TASK INPUTS: Begin

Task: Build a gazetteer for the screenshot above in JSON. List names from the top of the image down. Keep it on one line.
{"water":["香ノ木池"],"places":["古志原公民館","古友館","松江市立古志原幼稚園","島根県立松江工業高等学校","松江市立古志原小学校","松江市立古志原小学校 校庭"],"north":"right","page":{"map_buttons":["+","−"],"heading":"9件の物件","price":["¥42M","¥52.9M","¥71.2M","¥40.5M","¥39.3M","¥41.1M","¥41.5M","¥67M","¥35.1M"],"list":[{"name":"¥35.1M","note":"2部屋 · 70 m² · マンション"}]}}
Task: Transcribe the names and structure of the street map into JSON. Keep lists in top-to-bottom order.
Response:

TASK INPUTS: End
TASK INPUTS: Begin

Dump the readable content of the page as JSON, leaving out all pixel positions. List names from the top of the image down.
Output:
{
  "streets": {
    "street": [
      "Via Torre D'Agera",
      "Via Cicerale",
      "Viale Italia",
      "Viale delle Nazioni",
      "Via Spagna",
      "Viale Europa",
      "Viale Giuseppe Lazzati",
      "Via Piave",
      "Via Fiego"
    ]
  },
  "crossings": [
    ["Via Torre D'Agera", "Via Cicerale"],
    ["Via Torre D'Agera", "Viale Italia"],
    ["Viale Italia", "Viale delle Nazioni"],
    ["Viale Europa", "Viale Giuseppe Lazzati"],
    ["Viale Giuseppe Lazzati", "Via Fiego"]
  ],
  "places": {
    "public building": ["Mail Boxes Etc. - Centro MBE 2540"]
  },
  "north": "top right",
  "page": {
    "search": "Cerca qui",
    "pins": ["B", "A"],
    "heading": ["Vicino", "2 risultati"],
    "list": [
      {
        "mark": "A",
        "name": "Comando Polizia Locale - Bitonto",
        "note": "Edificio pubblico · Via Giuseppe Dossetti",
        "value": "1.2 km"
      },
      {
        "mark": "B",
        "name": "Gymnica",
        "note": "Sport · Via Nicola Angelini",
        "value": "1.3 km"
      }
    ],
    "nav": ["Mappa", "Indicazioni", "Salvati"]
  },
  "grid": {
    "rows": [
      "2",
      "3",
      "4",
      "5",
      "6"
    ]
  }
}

TASK INPUTS: End

-- ACTION ITEM --
Would you please copy exactly the part of the entries above that begins at the line containing "Task: Build a" and ends at the line containing "Task: Transcribe the", both lines included?

-- RESULT --
Task: Build a gazetteer for the screenshot above in JSON. List names from the top of the image down. Keep it on one line.
{"water":["香ノ木池"],"places":["古志原公民館","古友館","松江市立古志原幼稚園","島根県立松江工業高等学校","松江市立古志原小学校","松江市立古志原小学校 校庭"],"north":"right","page":{"map_buttons":["+","−"],"heading":"9件の物件","price":["¥42M","¥52.9M","¥71.2M","¥40.5M","¥39.3M","¥41.1M","¥41.5M","¥67M","¥35.1M"],"list":[{"name":"¥35.1M","note":"2部屋 · 70 m² · マンション"}]}}
Task: Transcribe the names and structure of the street map into JSON. Keep lists in top-to-bottom order.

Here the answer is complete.